### DATASET RECORDS ###

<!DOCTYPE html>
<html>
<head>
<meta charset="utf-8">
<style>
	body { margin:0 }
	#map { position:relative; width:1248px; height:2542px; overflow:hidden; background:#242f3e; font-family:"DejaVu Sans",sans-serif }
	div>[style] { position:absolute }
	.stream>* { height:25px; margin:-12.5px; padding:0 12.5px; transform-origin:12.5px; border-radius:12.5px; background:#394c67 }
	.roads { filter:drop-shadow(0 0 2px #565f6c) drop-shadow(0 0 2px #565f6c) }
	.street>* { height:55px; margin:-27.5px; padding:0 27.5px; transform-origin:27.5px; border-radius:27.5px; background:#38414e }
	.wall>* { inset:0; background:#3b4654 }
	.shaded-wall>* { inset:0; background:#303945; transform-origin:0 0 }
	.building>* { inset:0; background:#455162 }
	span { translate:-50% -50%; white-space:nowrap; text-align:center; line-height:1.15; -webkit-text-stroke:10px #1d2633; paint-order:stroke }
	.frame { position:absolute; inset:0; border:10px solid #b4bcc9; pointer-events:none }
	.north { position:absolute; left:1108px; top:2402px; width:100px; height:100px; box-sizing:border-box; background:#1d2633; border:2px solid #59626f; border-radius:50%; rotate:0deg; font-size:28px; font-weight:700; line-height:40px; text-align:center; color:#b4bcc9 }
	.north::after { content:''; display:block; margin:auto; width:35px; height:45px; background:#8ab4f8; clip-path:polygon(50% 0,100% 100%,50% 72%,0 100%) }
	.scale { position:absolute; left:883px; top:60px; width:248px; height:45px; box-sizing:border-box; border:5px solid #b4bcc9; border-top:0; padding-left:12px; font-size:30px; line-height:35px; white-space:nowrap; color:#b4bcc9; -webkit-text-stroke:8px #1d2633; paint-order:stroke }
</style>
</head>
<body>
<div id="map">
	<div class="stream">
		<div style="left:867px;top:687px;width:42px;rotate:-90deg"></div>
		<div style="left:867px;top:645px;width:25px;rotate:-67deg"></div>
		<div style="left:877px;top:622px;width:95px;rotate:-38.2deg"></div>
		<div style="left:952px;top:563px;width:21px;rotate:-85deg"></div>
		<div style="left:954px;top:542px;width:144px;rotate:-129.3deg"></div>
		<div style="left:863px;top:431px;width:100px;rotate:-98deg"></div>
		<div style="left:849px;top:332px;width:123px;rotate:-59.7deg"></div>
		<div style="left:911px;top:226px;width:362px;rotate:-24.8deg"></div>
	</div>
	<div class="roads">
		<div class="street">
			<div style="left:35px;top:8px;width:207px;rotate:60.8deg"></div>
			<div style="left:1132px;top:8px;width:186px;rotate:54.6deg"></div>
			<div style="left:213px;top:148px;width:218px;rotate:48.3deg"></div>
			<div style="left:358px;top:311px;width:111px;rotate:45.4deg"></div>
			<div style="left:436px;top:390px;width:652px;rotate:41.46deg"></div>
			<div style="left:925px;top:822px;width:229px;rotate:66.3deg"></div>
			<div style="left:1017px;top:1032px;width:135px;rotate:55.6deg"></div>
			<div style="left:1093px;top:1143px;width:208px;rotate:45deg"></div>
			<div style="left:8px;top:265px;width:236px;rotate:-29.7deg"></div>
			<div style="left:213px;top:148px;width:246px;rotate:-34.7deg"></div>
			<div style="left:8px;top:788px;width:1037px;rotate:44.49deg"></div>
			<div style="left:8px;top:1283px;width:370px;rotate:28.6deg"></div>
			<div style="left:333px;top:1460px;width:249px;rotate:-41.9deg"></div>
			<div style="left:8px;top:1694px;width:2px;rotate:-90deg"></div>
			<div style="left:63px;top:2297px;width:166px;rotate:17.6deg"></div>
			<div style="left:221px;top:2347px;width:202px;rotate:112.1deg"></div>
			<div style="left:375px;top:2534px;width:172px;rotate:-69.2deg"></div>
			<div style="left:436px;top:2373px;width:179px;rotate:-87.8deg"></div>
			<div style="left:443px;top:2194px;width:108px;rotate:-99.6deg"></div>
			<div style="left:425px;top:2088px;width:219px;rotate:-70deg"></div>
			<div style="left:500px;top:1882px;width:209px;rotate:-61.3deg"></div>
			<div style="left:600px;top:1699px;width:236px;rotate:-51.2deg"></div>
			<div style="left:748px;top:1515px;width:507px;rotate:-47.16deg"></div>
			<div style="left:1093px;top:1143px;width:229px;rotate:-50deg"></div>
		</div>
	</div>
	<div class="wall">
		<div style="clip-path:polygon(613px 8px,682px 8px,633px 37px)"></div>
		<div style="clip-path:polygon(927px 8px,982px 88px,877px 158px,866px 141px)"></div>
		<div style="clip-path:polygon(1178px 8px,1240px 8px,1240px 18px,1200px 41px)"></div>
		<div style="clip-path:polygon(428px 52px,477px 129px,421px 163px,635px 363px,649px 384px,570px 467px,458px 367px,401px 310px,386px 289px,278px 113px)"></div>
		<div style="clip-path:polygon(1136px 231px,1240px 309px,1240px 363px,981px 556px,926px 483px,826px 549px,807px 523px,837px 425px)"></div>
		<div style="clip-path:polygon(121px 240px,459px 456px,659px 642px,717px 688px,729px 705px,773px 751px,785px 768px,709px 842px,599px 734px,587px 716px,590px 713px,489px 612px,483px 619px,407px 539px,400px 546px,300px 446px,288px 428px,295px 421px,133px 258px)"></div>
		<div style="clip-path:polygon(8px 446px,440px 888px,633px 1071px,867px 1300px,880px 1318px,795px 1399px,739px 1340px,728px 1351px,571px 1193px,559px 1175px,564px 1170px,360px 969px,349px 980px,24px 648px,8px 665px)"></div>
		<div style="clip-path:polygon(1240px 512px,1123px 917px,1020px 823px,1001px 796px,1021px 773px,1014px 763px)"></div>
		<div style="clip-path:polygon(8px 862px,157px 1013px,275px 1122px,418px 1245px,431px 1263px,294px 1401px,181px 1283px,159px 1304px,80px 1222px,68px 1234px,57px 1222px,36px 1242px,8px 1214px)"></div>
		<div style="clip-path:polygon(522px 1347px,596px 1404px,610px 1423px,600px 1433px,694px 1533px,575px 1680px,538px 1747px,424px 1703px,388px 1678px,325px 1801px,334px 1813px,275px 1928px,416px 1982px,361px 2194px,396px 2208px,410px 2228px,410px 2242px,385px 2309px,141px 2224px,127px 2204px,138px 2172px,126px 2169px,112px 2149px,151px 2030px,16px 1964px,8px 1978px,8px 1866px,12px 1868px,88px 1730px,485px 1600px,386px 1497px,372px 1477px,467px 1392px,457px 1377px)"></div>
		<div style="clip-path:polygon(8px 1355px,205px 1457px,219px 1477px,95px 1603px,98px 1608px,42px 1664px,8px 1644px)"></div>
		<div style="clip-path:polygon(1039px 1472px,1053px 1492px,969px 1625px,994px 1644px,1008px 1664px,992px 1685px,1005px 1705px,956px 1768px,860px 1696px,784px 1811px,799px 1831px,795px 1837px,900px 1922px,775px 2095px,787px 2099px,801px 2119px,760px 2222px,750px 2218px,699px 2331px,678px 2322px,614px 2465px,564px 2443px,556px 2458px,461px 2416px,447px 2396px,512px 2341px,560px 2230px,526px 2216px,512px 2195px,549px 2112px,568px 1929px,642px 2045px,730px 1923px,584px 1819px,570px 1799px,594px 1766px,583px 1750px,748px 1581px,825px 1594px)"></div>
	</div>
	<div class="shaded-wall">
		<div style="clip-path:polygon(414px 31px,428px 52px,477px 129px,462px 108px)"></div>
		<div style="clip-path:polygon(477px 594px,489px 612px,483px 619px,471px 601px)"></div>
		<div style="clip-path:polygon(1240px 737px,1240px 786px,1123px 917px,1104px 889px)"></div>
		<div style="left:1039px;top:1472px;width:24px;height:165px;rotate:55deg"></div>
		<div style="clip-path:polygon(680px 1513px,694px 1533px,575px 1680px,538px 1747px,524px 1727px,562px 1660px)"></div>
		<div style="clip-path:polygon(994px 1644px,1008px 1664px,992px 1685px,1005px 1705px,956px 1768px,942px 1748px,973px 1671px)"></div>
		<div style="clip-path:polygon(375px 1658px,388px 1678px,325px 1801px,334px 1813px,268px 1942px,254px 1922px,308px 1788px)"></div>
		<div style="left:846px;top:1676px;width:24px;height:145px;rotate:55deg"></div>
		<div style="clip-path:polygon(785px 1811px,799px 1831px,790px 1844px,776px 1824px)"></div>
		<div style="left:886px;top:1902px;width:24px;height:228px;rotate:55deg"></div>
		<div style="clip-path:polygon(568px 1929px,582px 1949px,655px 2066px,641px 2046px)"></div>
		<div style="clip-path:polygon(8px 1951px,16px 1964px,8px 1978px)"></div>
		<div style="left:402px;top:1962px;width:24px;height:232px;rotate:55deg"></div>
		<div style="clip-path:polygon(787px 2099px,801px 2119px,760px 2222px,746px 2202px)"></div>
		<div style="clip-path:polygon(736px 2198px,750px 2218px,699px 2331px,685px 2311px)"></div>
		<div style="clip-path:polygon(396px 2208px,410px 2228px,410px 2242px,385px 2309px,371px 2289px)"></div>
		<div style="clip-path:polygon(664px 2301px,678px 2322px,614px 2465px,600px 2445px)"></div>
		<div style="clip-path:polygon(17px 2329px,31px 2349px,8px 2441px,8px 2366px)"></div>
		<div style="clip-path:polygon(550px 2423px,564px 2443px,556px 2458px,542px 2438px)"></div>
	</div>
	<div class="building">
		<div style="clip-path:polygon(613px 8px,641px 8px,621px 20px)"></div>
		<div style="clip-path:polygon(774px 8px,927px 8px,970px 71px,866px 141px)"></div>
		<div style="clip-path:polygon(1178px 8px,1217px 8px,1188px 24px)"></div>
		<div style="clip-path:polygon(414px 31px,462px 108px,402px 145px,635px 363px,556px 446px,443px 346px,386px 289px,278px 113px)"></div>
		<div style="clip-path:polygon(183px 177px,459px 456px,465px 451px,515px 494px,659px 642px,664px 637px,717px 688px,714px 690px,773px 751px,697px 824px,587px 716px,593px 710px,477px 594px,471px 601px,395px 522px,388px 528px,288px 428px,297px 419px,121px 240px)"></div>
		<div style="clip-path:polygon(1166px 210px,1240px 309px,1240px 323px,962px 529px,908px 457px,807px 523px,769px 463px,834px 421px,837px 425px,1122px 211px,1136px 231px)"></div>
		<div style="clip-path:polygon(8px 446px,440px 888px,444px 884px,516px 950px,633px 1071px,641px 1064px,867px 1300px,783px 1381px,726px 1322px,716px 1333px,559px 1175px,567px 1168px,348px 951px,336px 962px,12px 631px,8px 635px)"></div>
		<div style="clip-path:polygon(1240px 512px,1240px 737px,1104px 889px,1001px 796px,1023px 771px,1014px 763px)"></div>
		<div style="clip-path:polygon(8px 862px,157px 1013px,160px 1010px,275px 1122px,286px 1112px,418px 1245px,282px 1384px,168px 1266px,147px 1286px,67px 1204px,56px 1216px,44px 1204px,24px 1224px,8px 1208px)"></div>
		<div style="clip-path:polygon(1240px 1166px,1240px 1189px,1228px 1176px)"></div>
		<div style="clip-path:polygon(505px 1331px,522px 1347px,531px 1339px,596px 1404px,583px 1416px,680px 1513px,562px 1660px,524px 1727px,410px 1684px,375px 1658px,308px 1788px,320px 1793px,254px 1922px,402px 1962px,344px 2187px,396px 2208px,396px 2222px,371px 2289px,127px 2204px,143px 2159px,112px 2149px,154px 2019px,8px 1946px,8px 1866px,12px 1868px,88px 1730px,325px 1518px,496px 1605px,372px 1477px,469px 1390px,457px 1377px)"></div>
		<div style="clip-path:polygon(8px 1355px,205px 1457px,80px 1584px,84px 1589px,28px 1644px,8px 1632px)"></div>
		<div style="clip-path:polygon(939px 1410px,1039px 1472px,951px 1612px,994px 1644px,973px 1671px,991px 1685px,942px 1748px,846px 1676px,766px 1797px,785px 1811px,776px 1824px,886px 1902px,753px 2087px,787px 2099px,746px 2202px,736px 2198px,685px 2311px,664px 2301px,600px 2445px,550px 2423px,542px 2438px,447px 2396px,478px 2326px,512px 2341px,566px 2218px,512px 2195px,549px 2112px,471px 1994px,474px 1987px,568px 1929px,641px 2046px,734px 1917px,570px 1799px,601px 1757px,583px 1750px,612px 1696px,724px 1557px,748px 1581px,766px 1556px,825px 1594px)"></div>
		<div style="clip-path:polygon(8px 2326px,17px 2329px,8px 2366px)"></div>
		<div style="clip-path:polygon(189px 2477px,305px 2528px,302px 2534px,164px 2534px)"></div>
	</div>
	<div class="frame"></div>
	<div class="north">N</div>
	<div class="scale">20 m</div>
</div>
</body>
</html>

###

* ABOUT THIS EXERCISE *
Using the records above, output exactly the lines from the first through the line that contains "content:''; display:block; margin:auto;", with both of those included.

* EXERCISE OUTPUT *
<!DOCTYPE html>
<html>
<head>
<meta charset="utf-8">
<style>
	body { margin:0 }
	#map { position:relative; width:1248px; height:2542px; overflow:hidden; background:#242f3e; font-family:"DejaVu Sans",sans-serif }
	div>[style] { position:absolute }
	.stream>* { height:25px; margin:-12.5px; padding:0 12.5px; transform-origin:12.5px; border-radius:12.5px; background:#394c67 }
	.roads { filter:drop-shadow(0 0 2px #565f6c) drop-shadow(0 0 2px #565f6c) }
	.street>* { height:55px; margin:-27.5px; padding:0 27.5px; transform-origin:27.5px; border-radius:27.5px; background:#38414e }
	.wall>* { inset:0; background:#3b4654 }
	.shaded-wall>* { inset:0; background:#303945; transform-origin:0 0 }
	.building>* { inset:0; background:#455162 }
	span { translate:-50% -50%; white-space:nowrap; text-align:center; line-height:1.15; -webkit-text-stroke:10px #1d2633; paint-order:stroke }
	.frame { position:absolute; inset:0; border:10px solid #b4bcc9; pointer-events:none }
	.north { position:absolute; left:1108px; top:2402px; width:100px; height:100px; box-sizing:border-box; background:#1d2633; border:2px solid #59626f; border-radius:50%; rotate:0deg; font-size:28px; font-weight:700; line-height:40px; text-align:center; color:#b4bcc9 }
	.north::after { content:''; display:block; margin:auto; width:35px; height:45px; background:#8ab4f8; clip-path:polygon(50% 0,100% 100%,50% 72%,0 100%) }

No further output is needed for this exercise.